それに、ここは地上じゃない。足を滑らせれば死んでもおかしくない高さの崖の途中だ。他人どころか、自分の身ですら保証できない場所である。
『関係ない関係ない・・・』
そう言い聞かせながら視線を上に戻し、再び登ろうとする。
だが。
『ピィーッ!ピィーッ!!』
鳴き声が耳から離れない。気のせいだと分かっているのに、まるで助けを求められているような気分になってくる。
『知らねぇって・・・』
思わずそう返してしまったものの、結局もう一度ヒナの方を見てしまった。
蛇はさらに距離を詰めている。あと数十センチでその口がヒナに届くだろう。
琉夏はため息をつきながら、試しに体を横へ振りできる限り腕を伸ばしてみるが指先は空を切った。
『くそっ、やっぱ届かない』
安全確保のために掛けているカラビナを外せば巣まで辿り着けるかもしれない。しかし同時に、落下した時の命綱も失われる。
つまり、足を滑らせたら終わりだった。
『馬鹿らしい・・・』
たかがヒナ一羽だ。助けたところで何になる。見捨てて登れば済む話じゃないか。頭ではそう理解している。それなのに・・・
『ピィーーッ!!!』
『ああもう!』
ついに琉夏は声を上げ、勢いのまま腰のカラビナへ手を伸ばす。自分でも何をやっているんだと思いながらそのロックを解除する。
『少しなら大丈夫だろ』
誰に向けた言葉なのか自分でも分からないまま、琉夏は慎重に巣に向かって横移動を始める。

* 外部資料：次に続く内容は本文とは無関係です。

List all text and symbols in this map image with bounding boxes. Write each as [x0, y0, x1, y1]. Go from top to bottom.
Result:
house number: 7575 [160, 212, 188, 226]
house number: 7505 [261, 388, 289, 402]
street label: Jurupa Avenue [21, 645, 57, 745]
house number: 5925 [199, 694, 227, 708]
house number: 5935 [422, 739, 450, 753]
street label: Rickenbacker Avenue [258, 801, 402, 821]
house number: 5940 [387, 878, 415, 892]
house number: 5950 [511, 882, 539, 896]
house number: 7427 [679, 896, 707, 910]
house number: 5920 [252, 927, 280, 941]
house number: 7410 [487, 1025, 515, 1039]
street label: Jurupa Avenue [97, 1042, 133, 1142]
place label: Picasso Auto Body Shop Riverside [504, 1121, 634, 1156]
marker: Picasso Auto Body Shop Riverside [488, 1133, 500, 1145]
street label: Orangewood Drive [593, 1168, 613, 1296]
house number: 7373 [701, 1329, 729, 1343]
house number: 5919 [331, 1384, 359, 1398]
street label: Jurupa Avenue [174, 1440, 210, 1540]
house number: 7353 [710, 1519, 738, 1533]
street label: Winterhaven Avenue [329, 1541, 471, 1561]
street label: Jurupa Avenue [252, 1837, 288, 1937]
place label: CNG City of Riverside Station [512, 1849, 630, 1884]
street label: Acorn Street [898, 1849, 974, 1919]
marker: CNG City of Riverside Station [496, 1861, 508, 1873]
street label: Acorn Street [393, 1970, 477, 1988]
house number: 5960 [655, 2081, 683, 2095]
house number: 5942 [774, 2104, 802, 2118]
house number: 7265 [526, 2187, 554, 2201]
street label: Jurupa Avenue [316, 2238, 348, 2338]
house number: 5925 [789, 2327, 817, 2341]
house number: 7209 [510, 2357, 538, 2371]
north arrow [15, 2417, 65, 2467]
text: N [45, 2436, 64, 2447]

命綱がないという事実は想像以上に恐ろしく、一歩動くたびに胃が縮み上がるような感覚がした。
それでも少しずつ距離を詰め、ようやく巣の近くまで辿り着いた時、蛇がこちらへ気付いて鎌首をもたげた。
『悪いな。今日の飯は別を当たってくれ』
そう言って巣に使われていた枝を一本掴み、蛇の鼻先を軽く叩く。
ペシ。
蛇は不快そうに頭を引いた。
もう一度。
ペシッ。
今度は完全に警戒したらしい。蛇はしばらく琉夏を睨んでいたが、やがて諦めたように岩の隙間へ消えていった。
『ふぅ・・・』
琉夏が安堵の息を吐いた瞬間だった。
『ピピピッ!』
興奮したヒナが巣の中で暴れ、そのまま端から転げ落ちた。
『うおっ!?』
咄嗟に手を差し出すと、小さな体が掌の中へ収まった。
胸を撫で下ろしながらヒナを見下ろすと、当の本人は何事もなかったかのように掌の上でピィピィと鳴いていた。

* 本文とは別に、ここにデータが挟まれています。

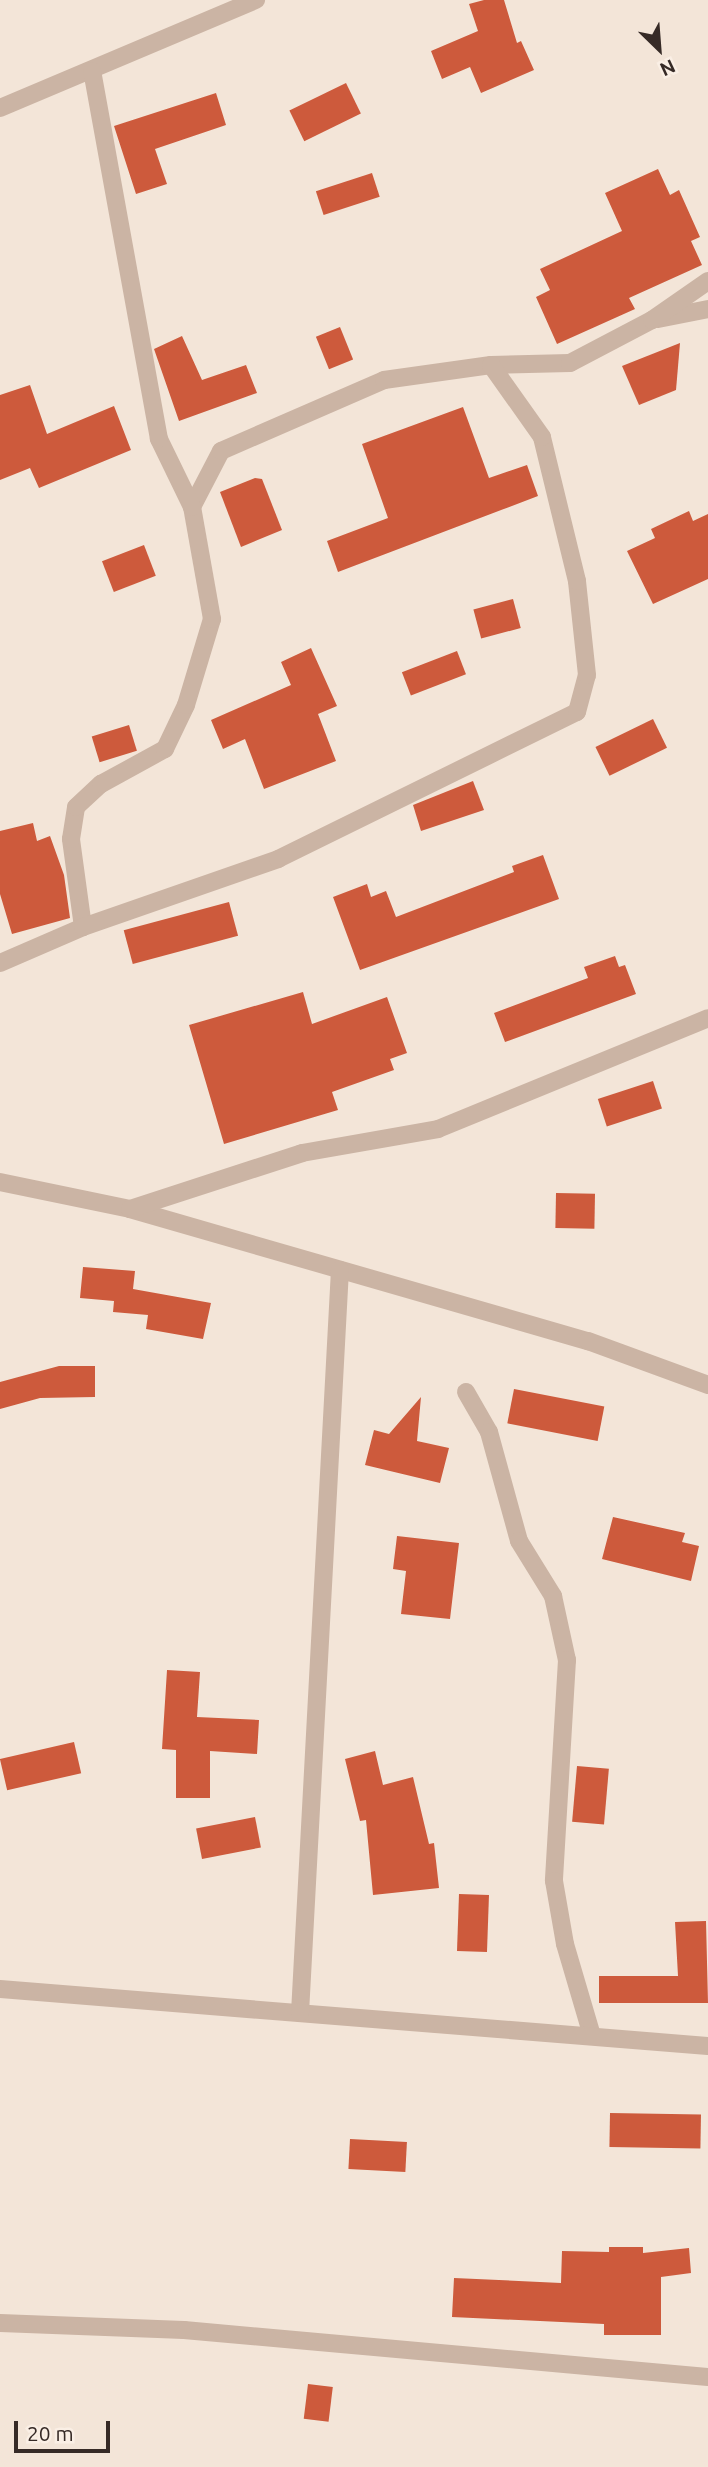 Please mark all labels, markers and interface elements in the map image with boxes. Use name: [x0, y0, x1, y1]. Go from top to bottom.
north arrow: [624, 14, 694, 84]
text: N: [657, 55, 679, 81]
scale bar: [18, 2408, 114, 2452]
text: 20 m: [27, 2421, 74, 2445]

『ったく!せっかく助かったのに落ちたら元も子もないだろ』
そう言いながら元のルートを確認しようと体をひねった、その瞬間だった。
ミシッ・・・。
『・・・は?』
足元の岩に亀裂が走ると同時に、琉夏の足がスカッと空を切った。
『やばっ!』
反射的に近くの岩へ手を伸ばそうとした。だがその瞬間、掌の中のヒナが目に入る。
『っ・・・!』
もし今岩を掴みにいけば、この小さな命を放り出すことになる。
一瞬にも満たない迷い。けれど、体が完全にバランスを失うには十分な時間だった。
『うわぁっ!』
空と崖がぐるりと反転した次の瞬間、少年とヒナは崖の下へ真っ逆さまに落ちていった。
ここで死ぬのか?遠ざかる空を見ながらそう思った瞬間。
―――ピカッ
琉夏を包むように、空全体が白く光った気がした。